NEW YORK, 11 May 2003 — Wall Street kept its momentum over the past week with a modest advance, although some analysts are questioning whether the two-month-old rally is running out of steam.
The Dow Jones Industrial Average eked out a gain of 0.26 percent in the week to Friday to end at 8,604.60 and the broad-market Standard and Poor’s 500 edged up 0.36 percent to 933.41. The technology-heavy NASDAQ added 1.15 percent to 1,520.15. The Dow blue-chip index has progressed some 14 percent since lows hit in mid-March, with the NASDAQ up 19 percent.
But the markets, while expecting some economic strengthening over the course of 2003, are now sensitive to news about the possibility of deflation after a warning from the Federal Reserve.
The central bank on Tuesday left its key rate unchanged at a four-decade low of 1.25 percent while expressing concern about downward pressure on prices.
Producer prices for April, due to be released in the coming week, are expected to fall show a 0.6 percent decline, according to economists.
Fed Chairman Alan Greenspan “has commented on it before, so the markets will be looking at those sorts of core measures to see if they are continuing to show a slowdown in the core rate of inflation,” said Mike Carey, a US economist at Credit Lyonnais in New York.

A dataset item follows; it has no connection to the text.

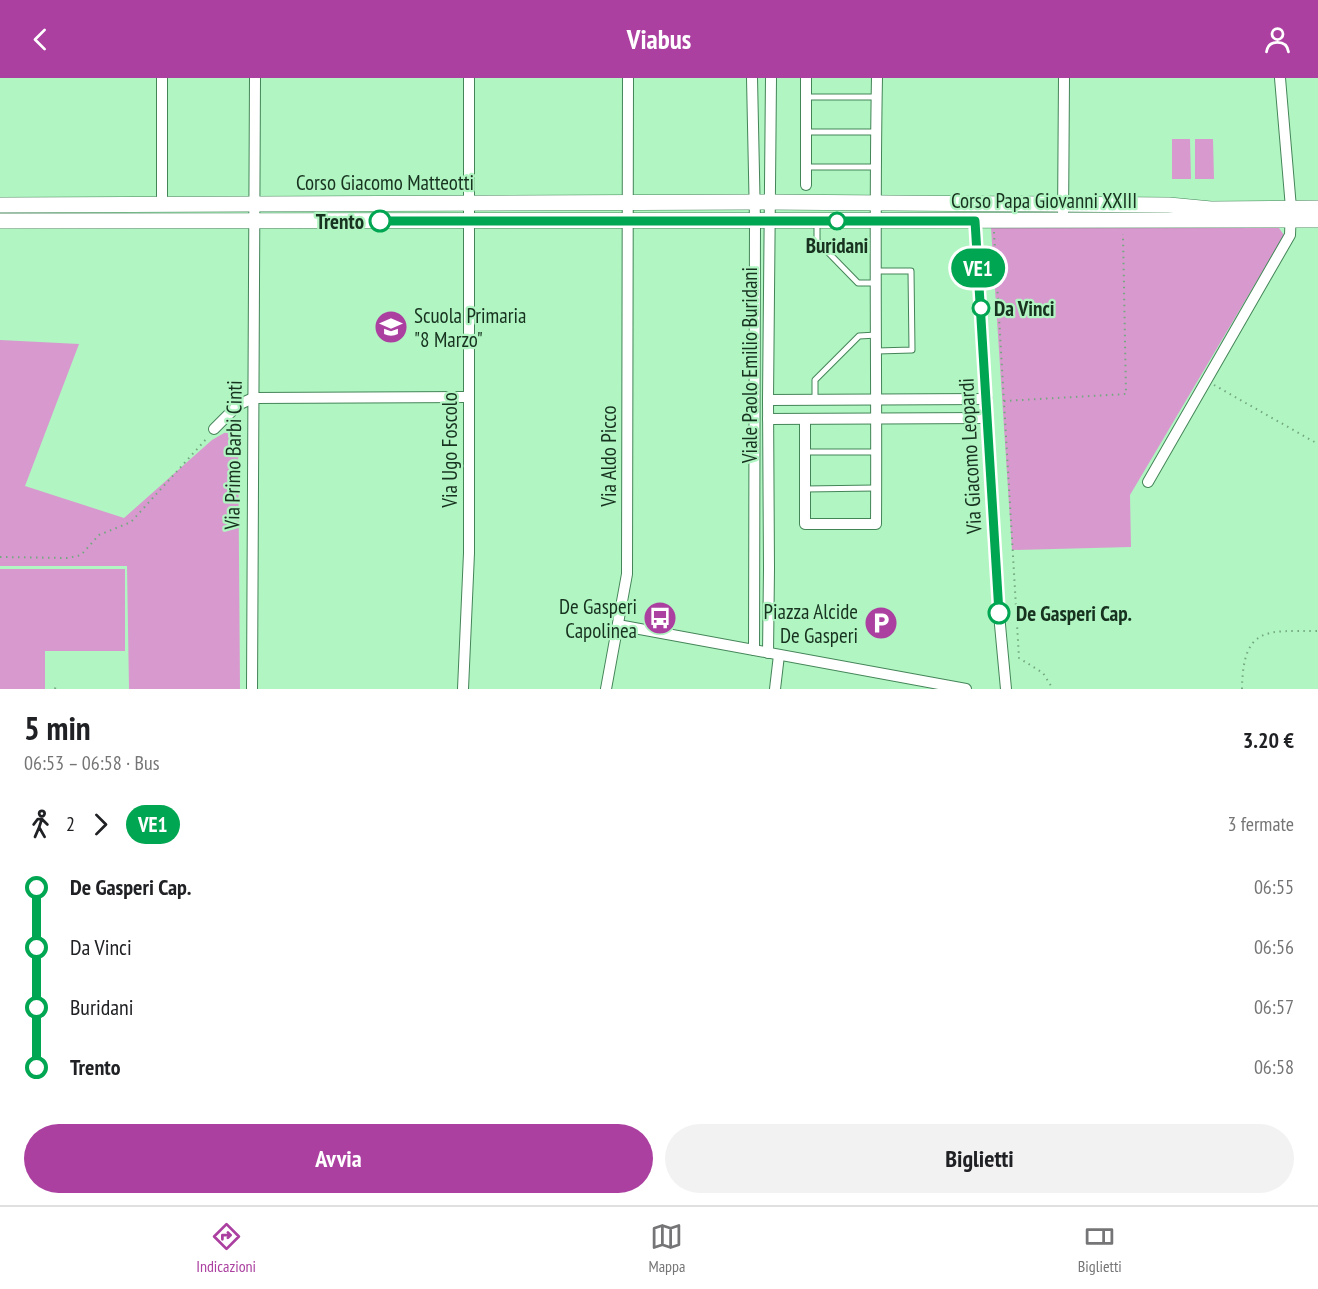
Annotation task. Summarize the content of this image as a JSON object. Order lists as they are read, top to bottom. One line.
{"streets":{"street":["Corso Giacomo Matteotti","Corso Papa Giovanni XXIII","Viale Paolo Emilio Buridani","Via Ugo Foscolo","Via Primo Barbi Cinti","Via Aldo Picco","Via Giacomo Leopardi"]},"crossings":[["Corso Giacomo Matteotti","Corso Papa Giovanni XXIII"],["Corso Giacomo Matteotti","Viale Paolo Emilio Buridani"],["Corso Giacomo Matteotti","Via Ugo Foscolo"],["Corso Giacomo Matteotti","Via Primo Barbi Cinti"],["Corso Giacomo Matteotti","Via Aldo Picco"],["Corso Papa Giovanni XXIII","Viale Paolo Emilio Buridani"],["Corso Papa Giovanni XXIII","Via Giacomo Leopardi"]],"places":{"other":["Trento","Buridani","Da Vinci","De Gasperi Cap."],"school or university":["Scuola Primaria \"8 Marzo\""],"bus stop":["De Gasperi Capolinea"],"parking":["Piazza Alcide De Gasperi"]},"lines":["bus line VE1"],"page":{"header":"Viabus","on_map":"VE1","heading":["5 min","06:53 – 06:58 · Bus","3.20 €"],"legs":["2","VE1","3 fermate"],"list":[{"name":"De Gasperi Cap.","value":"06:55"},{"name":"Da Vinci","value":"06:56"},{"name":"Buridani","value":"06:57"},{"name":"Trento","value":"06:58"}],"buttons":["Avvia","Biglietti"],"tabs":["Indicazioni","Mappa","Biglietti"]}}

Still many analysts say investors are increasingly confident that the worst is over for Wall Street after a three-year bear market, and that this may be the start of a new bull market phase. “We agree with Federal Reserve Chairman Alan Greenspan’s forecast in his congressional testimony ... that the economy will grow at a ‘noticeably better pace than it has during the past year,” said Rod Smyth, a Wachovia Securities market strategist.
“If he is right, we believe the stock market rally of the last two months will have the needed stimulus to break out of what we have called ‘the box’ (780 to 950 on the S and P 500). This box is the range in which the S and P 500 has traded for the last 10 months.” “I continue to believe that this rally will carry further than most believe,” added Barton Biggs at Morgan Stanley.
“My hunch is that it is not too late to play, because we may have traversed only half of it. The enthusiasm could grow. It’s the old story. After a long decline, for prices to rise the news doesn’t have to be good, much less great; it just has to be less bad than what has already been discounted.”
But Bear Stearns’ strategist Francois Trahan was far more cautious. “The equity market rally of the past two months has been largely driven by declining oil prices,” he said. “In our opinion, a further oil price decline from these levels is unlikely to carry the stock market dramatically higher. Consolidation is what lies ahead.”
Among active shares, Lucent Technologies surged 16.22 percent for the week to 2.15 and Juniper Networks rose 7.62 percent to $12 after the two firms announced a joint effort to help supply Internet firms.
Cisco, a key tech bellwether, advanced 4.45 percent to $15.95 despite issuing a weak outlook for the coming months.
But Electronic Data Systems (EDS) slipped 7.67 percent to $17.58 after it reported disappointing earnings and failed to calm investor jitters about its outlook.
In the retail sector, Wal-Mart edged up 0.62 percent to $55.80 and Target gained 5.85 percent to $35.27 but JC Penney fell 0.46 percent to $17.15 and Sears 2.47 percent to $27.21 after the major chain stores released a mixed set of sales figures for the past month. Bonds rallied on the prospect of a Fed rate cut in the coming months. The yield on the 10-year Treasury bond eased to 3.691 percent from to 3.913 a week earlier and that on the 30-year bond fell to 4.677 percent from 4.826.